You might have noticed the problem, what if we add or remove records?

Will the indexes auto-update?

Unfortunately no, but we can easily automate that with Django Signals.

Signals offer hooks, code that runs after a specific event.

The hooks that we are interested in are post_save and post_delete.

So create a signals.py file in your app and add this code:

# signals.py
from django.db.models.signals import post_save, post_delete
from django.dispatch import receiver

from django_elasticsearch_dsl.registries import registry


@receiver(post_save)
def update_document(sender, **kwargs):
    app_label = sender._meta.app_label
    model_name = sender._meta.model_name
    instance = kwargs['instance']

    if app_label == 'articles':
        if model_name == 'article':
            instances = instance.article.all()
            for _instance in instances:
                registry.update(_instance)


@receiver(post_delete)
def delete_document(sender, **kwargs):
    app_label = sender._meta.app_label
    model_name = sender._meta.model_name
    instance = kwargs['instance']

    if app_label == 'articles':
        if model_name == 'article':
            instances = instance.article.all()
            for _instance in instances:
                registry.update(_instance)
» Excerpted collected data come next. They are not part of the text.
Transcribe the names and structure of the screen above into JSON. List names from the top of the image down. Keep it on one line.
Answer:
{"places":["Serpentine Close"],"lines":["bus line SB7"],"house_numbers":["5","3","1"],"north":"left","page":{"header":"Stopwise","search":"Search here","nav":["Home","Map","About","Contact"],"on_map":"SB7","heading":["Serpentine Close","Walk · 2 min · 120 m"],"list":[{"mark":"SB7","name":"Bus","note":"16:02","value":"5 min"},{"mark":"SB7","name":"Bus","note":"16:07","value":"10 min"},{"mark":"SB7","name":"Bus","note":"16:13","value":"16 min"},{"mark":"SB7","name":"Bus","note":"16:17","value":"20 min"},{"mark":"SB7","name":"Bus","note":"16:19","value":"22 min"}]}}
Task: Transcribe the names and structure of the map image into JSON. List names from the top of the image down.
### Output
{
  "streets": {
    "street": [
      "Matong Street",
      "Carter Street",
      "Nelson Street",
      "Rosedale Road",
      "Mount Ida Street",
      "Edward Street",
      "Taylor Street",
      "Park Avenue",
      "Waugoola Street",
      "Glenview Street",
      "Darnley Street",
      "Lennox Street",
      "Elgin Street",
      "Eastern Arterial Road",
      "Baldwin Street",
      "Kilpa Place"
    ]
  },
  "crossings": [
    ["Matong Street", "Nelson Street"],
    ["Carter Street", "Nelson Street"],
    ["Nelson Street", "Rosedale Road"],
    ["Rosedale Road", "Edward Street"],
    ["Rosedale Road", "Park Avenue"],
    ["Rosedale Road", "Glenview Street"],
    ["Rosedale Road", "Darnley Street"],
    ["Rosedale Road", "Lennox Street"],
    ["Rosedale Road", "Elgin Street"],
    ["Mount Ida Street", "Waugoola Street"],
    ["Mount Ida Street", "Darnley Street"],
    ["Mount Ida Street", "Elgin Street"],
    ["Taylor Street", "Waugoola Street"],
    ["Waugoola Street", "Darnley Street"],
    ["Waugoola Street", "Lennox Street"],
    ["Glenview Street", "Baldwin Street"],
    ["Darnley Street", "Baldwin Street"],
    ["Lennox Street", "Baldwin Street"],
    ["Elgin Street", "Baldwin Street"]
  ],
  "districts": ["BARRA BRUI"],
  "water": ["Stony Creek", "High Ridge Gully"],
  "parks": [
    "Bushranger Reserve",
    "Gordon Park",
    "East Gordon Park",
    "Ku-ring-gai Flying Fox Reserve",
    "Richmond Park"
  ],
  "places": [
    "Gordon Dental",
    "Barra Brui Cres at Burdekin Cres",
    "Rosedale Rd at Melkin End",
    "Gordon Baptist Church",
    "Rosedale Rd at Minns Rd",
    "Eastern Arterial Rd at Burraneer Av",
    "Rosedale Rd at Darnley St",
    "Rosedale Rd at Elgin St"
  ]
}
This code essentially updates the indexes after creating or deleting articles.

It checks the app name and model name to make sure it gets run only for the article model.

Serializing our Document

Now that we have indexed our model, we have to find a way to serialize it.

This is where django-elasticsearch-dsl-drf comes in.

The library provides us with a DocumentSerializer class that enables us to easily serialize documents.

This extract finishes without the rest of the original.